Selivanov, soudain hargneux, comme s’il allait déboutonner un bouton, posa son doigt sur la gâchette de son fusil.

— Ici, plaindre les gens, ça ne rime à rien !

Ce qui les exaspérait, c’était l’apparition d’officiers dans cette lointaine steppe, d’officiers sans convoi, comme si leur nombre n’avait pas d’importance pour venir braver le moujik.

Un des officiers, dressé de toute sa taille, considérait l’étendue, mais il ne pouvait pas discerner grand’chose à cause de la poussière et du vent qui, dans le soir rouge, remuait les herbes desséchées.

À l’entrée du ravin, ces deux roches semblables à des croupes de chevaux... Et dans la poussière pourpre, la voiture, les roues, les hommes avec leurs pensées...

Des coups de feu... Une décharge...

Les deux casquettes s’abattent à la fois...

Les rênes rigides fléchissent soudain...

Les chevaux se cabrent, s’emportent. Mais subitement frémissants, leur naseau trempé d’écume blanche, ils s’arrêtent net, et baissent le mufle.

— Ils sont morts ! déclare Athanase Petrovitch, qui s’approche avec ses compagnons.

Les voyageurs à casquette rouge sont morts en effet, assis, épaule contre épaule, la tête, tombée en arrière. Mais l’un des deux est une femme. Ses cheveux noirs sont défaits et en partie couverts de poussière jaune, et sa poitrine saille sous sa blouse de soldat.

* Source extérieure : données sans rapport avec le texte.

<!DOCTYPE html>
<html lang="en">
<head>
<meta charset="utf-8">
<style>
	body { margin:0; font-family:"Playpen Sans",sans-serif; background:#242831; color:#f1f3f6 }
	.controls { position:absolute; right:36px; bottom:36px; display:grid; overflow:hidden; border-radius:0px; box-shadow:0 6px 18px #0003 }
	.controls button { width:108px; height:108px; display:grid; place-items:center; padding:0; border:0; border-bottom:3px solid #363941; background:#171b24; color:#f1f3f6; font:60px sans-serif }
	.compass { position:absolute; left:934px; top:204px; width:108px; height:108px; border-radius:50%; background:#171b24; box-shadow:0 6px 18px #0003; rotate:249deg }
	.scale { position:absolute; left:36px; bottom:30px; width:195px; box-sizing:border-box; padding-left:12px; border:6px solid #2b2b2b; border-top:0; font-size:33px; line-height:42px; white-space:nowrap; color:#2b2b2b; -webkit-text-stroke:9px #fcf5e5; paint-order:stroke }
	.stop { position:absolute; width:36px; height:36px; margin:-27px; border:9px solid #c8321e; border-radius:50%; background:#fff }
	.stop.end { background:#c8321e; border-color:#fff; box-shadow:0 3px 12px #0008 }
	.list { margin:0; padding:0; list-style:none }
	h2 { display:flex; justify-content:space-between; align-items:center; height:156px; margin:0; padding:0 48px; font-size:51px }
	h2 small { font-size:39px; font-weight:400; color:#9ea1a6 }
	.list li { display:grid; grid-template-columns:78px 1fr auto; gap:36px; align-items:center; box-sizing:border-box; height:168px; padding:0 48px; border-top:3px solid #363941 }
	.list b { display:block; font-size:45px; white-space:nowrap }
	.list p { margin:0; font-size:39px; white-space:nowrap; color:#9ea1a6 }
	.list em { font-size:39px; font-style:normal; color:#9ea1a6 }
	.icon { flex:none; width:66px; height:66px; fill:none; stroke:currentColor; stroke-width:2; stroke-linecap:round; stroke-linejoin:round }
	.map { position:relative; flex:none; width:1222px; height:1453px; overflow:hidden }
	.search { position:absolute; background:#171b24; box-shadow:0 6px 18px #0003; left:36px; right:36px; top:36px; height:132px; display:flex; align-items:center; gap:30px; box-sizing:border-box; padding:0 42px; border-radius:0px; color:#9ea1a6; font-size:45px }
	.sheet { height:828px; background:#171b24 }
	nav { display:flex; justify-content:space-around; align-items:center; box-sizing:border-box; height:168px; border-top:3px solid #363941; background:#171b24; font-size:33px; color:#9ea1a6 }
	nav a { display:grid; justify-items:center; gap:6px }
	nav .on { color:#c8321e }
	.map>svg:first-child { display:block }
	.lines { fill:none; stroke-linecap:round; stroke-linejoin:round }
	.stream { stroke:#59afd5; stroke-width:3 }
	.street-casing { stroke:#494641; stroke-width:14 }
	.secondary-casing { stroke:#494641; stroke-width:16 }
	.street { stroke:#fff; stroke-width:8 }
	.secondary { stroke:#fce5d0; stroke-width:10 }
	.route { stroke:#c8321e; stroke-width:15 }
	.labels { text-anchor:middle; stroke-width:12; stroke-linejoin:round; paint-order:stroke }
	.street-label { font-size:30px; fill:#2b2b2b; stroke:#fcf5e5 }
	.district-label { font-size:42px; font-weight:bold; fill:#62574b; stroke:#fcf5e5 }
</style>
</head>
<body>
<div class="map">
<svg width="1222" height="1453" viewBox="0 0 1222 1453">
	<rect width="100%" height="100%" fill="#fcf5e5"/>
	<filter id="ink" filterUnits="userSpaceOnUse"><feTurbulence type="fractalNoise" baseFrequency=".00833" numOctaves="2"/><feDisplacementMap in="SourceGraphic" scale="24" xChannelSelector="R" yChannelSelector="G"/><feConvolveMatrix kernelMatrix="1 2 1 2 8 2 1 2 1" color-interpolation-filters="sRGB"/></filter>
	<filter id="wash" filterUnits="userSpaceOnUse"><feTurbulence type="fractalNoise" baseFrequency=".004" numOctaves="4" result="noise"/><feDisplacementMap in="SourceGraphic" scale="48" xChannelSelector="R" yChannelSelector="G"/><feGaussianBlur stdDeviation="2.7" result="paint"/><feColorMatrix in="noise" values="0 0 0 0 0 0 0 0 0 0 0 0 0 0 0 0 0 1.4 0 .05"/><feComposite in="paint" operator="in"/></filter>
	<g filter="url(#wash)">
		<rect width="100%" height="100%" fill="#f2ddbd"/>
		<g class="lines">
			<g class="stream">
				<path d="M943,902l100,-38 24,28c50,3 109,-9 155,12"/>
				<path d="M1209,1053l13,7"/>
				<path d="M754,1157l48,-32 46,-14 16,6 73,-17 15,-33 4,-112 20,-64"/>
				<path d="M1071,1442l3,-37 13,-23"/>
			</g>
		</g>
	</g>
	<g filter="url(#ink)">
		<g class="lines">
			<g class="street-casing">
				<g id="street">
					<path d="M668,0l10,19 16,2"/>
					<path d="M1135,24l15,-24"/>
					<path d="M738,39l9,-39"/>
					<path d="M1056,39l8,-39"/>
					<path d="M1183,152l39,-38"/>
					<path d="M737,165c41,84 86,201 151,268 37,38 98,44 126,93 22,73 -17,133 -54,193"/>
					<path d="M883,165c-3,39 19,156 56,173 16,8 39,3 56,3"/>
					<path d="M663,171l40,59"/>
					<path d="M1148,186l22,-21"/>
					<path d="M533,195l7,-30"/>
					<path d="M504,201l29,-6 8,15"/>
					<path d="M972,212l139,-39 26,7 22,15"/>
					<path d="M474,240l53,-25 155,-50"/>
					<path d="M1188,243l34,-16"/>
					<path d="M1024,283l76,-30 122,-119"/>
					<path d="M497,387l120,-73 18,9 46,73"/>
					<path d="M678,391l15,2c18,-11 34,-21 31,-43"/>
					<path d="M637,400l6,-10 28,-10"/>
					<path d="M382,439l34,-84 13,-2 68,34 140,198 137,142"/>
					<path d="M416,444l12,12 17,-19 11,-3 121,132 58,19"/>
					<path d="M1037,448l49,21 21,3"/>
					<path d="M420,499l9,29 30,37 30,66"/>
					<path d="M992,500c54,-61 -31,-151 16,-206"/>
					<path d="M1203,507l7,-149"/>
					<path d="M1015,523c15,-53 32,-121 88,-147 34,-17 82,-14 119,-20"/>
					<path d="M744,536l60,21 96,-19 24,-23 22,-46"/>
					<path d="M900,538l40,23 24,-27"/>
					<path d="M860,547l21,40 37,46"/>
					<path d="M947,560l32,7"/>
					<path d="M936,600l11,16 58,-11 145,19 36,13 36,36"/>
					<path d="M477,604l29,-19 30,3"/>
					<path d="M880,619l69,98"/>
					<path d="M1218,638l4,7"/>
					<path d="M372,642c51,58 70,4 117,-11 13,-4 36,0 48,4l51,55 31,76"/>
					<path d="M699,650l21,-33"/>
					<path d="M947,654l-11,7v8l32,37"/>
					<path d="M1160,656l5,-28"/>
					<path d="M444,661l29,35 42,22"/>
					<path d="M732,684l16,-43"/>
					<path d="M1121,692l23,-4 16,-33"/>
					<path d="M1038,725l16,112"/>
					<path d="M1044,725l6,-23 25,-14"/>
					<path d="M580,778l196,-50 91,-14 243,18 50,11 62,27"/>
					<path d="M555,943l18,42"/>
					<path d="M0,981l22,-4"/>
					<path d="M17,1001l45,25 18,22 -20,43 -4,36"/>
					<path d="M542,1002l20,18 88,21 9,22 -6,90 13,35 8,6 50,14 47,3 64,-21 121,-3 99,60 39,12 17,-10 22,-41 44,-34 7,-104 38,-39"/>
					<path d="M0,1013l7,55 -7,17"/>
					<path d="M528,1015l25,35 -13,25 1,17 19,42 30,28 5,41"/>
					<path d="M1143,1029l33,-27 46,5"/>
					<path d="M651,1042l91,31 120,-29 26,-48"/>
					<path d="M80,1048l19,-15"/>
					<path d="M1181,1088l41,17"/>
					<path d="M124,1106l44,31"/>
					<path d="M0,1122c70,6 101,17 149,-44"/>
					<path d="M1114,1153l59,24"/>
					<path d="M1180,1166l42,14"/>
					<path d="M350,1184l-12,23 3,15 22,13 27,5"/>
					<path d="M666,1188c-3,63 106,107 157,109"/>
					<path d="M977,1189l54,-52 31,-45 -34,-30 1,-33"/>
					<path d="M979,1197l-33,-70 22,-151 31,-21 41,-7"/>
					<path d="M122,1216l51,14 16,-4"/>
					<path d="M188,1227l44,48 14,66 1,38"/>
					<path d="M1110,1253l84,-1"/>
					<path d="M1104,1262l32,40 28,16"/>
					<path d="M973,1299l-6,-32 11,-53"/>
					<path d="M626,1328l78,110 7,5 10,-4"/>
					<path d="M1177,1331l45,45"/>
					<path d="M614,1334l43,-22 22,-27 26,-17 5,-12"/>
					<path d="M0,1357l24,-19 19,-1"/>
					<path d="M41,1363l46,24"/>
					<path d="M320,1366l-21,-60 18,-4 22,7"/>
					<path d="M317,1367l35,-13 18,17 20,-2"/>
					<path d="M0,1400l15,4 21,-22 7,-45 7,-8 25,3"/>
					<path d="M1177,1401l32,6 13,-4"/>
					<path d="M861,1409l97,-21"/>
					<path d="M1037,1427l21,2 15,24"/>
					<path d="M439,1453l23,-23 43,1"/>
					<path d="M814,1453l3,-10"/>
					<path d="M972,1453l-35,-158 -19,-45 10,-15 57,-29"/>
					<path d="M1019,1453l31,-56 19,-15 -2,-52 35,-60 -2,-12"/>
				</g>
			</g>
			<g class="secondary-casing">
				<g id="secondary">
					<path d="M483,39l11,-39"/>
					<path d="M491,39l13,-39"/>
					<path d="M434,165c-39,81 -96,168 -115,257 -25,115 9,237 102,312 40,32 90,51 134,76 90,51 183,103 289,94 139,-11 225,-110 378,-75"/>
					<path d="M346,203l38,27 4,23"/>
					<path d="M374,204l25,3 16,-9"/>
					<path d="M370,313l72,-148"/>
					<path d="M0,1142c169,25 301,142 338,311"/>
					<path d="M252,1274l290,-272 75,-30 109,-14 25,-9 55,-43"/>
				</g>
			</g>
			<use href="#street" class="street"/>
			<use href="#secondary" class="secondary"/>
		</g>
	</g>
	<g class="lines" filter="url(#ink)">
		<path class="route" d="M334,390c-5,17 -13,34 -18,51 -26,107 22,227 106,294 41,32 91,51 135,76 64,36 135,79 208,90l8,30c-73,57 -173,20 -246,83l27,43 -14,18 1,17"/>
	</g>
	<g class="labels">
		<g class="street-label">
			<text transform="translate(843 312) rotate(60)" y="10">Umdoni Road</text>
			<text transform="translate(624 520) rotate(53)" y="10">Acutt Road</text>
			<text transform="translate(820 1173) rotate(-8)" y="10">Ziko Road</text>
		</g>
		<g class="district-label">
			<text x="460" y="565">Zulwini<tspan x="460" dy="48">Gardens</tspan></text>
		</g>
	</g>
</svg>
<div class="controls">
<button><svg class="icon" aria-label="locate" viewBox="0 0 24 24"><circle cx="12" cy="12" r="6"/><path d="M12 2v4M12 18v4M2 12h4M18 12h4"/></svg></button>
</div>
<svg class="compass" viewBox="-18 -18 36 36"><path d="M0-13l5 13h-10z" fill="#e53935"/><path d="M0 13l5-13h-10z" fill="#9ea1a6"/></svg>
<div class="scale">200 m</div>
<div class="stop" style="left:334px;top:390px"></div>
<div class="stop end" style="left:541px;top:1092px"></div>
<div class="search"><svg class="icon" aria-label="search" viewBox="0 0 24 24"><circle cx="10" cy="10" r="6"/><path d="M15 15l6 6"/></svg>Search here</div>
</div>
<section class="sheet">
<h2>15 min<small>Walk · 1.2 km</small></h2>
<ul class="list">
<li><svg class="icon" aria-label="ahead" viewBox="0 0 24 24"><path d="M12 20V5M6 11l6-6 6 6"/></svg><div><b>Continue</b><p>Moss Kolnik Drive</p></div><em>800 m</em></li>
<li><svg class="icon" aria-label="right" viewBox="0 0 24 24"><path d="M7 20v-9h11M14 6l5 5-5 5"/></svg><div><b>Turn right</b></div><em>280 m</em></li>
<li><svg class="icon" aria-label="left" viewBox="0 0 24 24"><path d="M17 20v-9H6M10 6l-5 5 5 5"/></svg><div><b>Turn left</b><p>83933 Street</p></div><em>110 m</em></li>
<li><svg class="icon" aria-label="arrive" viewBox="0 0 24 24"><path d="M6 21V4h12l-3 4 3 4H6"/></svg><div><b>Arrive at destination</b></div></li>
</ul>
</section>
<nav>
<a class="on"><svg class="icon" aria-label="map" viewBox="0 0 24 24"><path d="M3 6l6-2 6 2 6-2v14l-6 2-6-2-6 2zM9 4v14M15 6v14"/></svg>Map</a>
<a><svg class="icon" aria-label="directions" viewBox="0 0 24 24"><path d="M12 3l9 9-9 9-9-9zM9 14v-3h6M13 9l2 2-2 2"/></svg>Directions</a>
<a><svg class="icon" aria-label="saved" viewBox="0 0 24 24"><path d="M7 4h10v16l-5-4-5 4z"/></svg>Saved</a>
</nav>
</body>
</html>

— C’est drôle ! dit Drevecinine. Voilà ce que c’est de s’affubler d’une casquette ! C’est sa faute ! On ne tue pas les femmes... on en a besoin...

Athanase Petrovitch crache de mépris.

— Tu n’es qu’un monstre, un bourgeois... Rien ne te touche...

— Attends ! interrompit Selivanov, on n’est pas des brigands. Ici, il faut faire l’inventaire des biens du peuple. Donne du papier...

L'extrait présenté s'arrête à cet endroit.